The diagnostic medical sonographer will take measurements, perform calculations, and analyze results to be submitted to the physicians. They will also watch for visual cues that will contrast healthy and unhealthy areas and decide which images are important and stored for the doctor’s assessment.
Diagnostic medical sonographers also maintain patient’s records while maintaining and adjusting equipment, if necessary. Preparing work schedules, monitoring or evaluating equipment and managing a diagnostic imaging or sonography department are also possible duties of the diagnostic medical sonographer.
Specializing in certain areas including obstetrics and gynecology, neurosonography, abdominal sonography, breast sonography, and vascular and cardiac sonography are possible for diagnostic medical sonographers. Specializing in obstetrics and gynecologic imaging involves using sonography to monitor a baby’s growth in a pregnant woman.
Abdominal sonographers diagnose conditions in the abdomen which may involve gall bladder, liver, kidney, reproductive system, and pancreas. Neurosonographers monitor the brain, which in infants may include diagnosing neurological and disorders of the nervous system in premature babies. A breast sonographer studies diseases of the breast including the detection of breast cancer, tumors, and blood supply conditions. A high-frequency transducer is used by the diagnostic medical sonographer to study breast tissue.

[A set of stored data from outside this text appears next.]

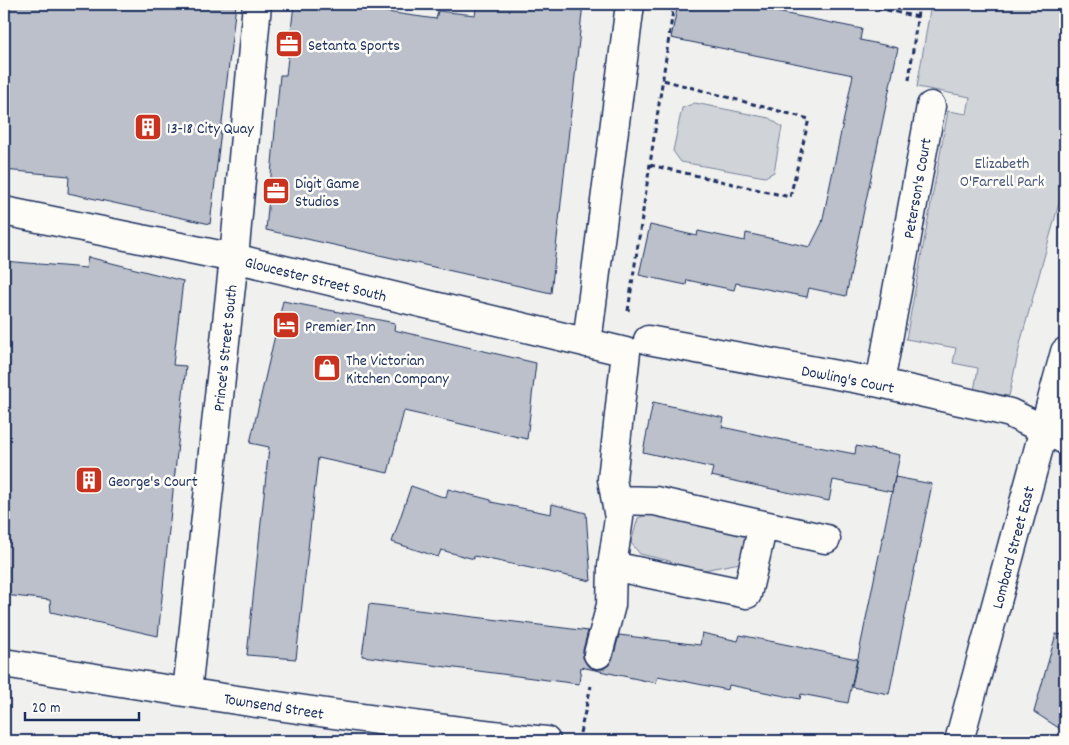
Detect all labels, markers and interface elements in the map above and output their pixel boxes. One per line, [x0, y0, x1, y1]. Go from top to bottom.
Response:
office icon: Setanta Sports [274, 29, 304, 59]
place label: Setanta Sports [308, 35, 400, 58]
building icon: 13-18 City Quay [133, 112, 163, 142]
place label: 13-18 City Quay [167, 118, 254, 141]
street label: Peterson's Court [898, 136, 939, 241]
park label: Elizabeth O'Farrell Park [960, 153, 1044, 194]
place label: Digit Game Studios [295, 173, 359, 214]
office icon: Digit Game Studios [261, 176, 291, 206]
street label: Gloucester Street South [242, 252, 389, 309]
street label: Prince's Street South [208, 284, 245, 413]
hotel icon: Premier Inn [271, 310, 301, 340]
place label: Premier Inn [305, 316, 376, 339]
place label: The Victorian Kitchen Company [346, 350, 449, 391]
shop icon: The Victorian Kitchen Company [312, 353, 342, 383]
street label: Dowling's Court [799, 360, 896, 401]
building icon: George's Court [74, 465, 104, 495]
place label: George's Court [108, 471, 198, 494]
street label: Lombard Street East [987, 484, 1042, 612]
street label: Townsend Street [222, 688, 325, 727]
scale bar [25, 690, 139, 722]
text: 20 m [32, 698, 60, 720]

The diagnostic medical sonographer has good working conditions which include clean healthcare facilities. They often will work in darkened rooms, but can also work with patients at their bedside. Lifting or turning a patient as well as standing on your feet for long periods may also be part of the job.

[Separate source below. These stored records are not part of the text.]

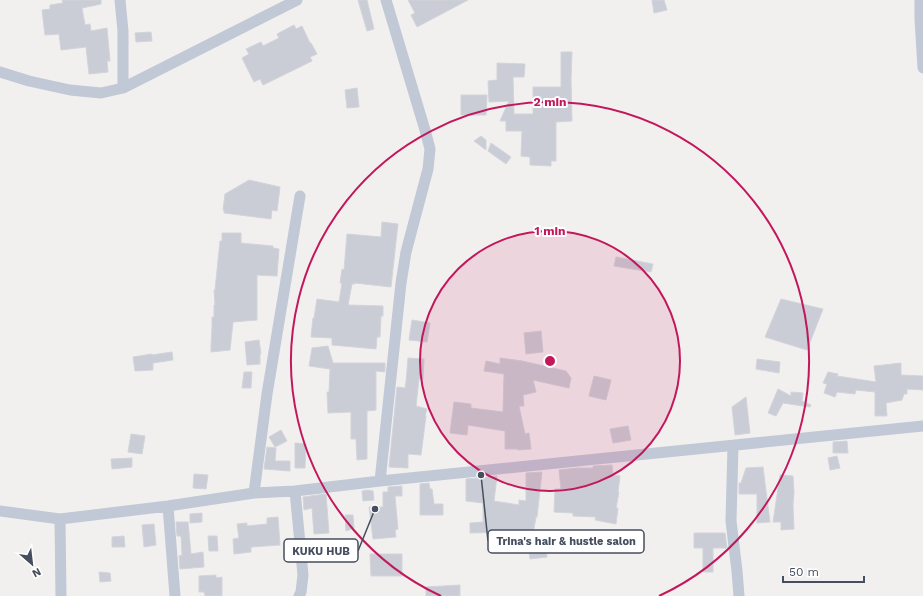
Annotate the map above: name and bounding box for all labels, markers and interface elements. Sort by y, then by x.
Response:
text: 2 min [534,95,566,109]
text: 1 min [535,224,565,238]
centre of rings [543,354,557,368]
callout: Trina's hair & hustle salon [488,530,644,553]
text: Trina's hair & hustle salon [496,535,636,548]
callout: KUKU HUB [284,539,358,562]
north arrow [12,544,52,584]
text: KUKU HUB [292,545,350,558]
scale bar [783,558,864,584]
text: N [30,565,43,580]
text: 50 m [789,565,819,579]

Most diagnostic medical sonographers work 40 hour weeks and are considered full-time, although some may work as contract employees and travel to different health care facilities as needed. Evening, weekend and overtime hours are also possible for the diagnostic medical sonographer.
Training, Other Qualifications and Advancement for Diagnostic Medical Sonographers
Diagnostic medical sonographers can enter this career with formal education, training or even a combination of the two, although employers prefer those who have completed their education from an accredited program or practice and are registered.
Diagnostic medical sonographers may receive their training in hospitals, universities or colleges, vocational and technical institutions, or the Armed Forces. Some training programs have a preference for applicants who have some experience in other healthcare areas or have taken courses in math, science and health.
A two-year program with an associate’s degree is the most common form of training for a diagnostic medical sonographer. Common courses include physiology, anatomy, as well as classes in patient care, and medical ethics. There are more than 150 accredited training programs available which are offered by colleges and universities, as well as some available hospital programs.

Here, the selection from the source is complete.